Required action:
Pick every line out of the entries below that holds the string "linecap", and report them.

Material provided:

* * * * * * *

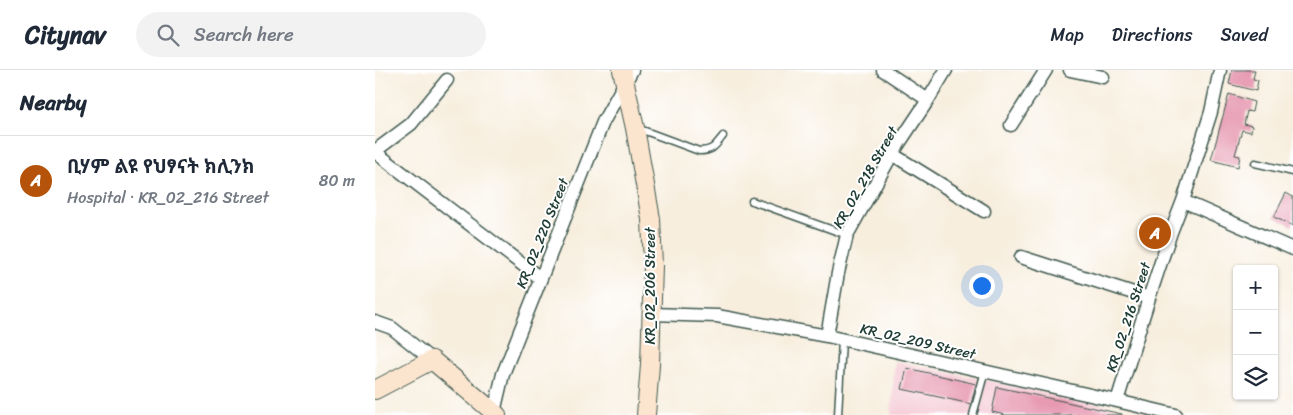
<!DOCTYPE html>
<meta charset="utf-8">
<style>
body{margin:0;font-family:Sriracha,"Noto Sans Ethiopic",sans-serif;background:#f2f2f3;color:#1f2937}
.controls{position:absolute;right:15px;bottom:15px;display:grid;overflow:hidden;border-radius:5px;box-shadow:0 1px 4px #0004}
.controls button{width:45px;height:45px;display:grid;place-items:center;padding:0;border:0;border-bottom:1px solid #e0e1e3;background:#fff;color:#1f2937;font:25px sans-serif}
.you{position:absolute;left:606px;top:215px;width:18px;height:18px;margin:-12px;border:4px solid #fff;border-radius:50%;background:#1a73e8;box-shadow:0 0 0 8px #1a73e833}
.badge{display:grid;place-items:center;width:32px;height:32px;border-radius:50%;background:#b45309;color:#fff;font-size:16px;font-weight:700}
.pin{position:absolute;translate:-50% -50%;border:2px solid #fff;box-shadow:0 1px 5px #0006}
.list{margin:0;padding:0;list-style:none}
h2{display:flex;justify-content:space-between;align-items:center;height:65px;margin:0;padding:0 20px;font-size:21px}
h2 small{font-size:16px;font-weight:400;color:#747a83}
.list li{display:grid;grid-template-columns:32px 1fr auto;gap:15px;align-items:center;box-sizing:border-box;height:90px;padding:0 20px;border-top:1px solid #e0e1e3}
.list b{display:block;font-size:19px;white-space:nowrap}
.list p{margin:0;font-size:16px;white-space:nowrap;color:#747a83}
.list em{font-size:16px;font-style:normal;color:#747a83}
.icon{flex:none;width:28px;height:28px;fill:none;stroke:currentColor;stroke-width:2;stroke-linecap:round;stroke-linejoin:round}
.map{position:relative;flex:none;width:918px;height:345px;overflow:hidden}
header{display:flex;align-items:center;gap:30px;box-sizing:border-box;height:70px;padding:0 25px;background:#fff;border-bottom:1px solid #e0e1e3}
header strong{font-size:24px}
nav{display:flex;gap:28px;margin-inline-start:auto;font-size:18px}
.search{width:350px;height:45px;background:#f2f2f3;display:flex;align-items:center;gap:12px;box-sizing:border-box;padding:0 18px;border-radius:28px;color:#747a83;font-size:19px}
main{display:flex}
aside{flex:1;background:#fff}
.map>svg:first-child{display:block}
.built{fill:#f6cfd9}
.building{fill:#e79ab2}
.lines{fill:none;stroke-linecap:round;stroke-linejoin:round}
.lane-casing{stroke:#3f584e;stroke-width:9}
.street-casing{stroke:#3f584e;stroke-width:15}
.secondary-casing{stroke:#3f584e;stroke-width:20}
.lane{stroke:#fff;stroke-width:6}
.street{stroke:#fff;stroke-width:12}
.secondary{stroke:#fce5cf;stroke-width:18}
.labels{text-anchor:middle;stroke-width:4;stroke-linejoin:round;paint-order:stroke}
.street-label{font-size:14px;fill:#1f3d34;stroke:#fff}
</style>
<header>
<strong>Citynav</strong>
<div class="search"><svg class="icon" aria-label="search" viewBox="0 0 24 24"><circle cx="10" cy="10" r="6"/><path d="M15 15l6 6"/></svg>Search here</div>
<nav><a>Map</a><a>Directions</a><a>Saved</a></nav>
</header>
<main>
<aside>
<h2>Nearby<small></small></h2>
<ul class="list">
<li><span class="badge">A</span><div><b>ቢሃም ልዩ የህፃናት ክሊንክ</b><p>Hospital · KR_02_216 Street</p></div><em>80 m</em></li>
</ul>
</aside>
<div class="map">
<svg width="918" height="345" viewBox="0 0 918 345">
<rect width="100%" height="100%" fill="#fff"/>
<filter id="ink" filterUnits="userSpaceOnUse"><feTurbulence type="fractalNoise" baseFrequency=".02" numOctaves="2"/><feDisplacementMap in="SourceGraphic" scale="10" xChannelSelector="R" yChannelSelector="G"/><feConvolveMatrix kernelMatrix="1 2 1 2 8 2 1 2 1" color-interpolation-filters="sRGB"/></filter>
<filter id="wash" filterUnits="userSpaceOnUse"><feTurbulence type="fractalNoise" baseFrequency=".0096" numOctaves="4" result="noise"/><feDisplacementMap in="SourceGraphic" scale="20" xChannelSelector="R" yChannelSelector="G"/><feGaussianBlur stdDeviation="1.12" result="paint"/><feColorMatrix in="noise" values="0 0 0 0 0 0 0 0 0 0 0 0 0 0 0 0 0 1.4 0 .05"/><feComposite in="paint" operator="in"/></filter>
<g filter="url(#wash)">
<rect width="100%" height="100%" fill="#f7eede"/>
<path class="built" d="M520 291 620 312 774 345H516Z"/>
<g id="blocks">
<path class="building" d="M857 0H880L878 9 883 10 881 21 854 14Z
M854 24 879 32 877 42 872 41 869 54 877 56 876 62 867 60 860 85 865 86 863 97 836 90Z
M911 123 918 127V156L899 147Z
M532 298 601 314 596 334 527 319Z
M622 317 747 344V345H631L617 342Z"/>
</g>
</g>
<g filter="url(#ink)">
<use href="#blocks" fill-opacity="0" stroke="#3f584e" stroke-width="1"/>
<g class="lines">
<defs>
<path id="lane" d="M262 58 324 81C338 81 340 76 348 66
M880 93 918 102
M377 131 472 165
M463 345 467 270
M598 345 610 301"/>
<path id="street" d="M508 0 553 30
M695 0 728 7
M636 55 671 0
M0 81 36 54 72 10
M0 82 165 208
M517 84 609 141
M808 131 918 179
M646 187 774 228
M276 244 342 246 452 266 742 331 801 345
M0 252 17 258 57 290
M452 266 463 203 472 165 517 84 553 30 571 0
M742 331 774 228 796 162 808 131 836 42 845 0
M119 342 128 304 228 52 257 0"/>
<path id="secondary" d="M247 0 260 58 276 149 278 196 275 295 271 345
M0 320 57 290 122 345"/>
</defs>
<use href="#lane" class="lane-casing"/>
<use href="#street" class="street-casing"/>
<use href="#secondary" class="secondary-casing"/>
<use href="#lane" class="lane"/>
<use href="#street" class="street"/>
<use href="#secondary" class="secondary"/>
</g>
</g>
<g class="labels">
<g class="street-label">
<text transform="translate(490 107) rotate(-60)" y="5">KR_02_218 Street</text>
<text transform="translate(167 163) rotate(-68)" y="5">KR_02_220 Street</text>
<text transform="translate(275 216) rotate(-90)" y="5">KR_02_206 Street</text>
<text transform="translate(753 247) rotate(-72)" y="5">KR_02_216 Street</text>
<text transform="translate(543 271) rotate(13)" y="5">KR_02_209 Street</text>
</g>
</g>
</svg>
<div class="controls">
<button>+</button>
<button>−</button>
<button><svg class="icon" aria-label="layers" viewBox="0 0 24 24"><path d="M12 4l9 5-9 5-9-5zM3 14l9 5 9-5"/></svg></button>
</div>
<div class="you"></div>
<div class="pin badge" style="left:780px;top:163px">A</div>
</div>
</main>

* * * * * * *

Task output:
.icon{flex:none;width:28px;height:28px;fill:none;stroke:currentColor;stroke-width:2;stroke-linecap:round;stroke-linejoin:round}
.lines{fill:none;stroke-linecap:round;stroke-linejoin:round}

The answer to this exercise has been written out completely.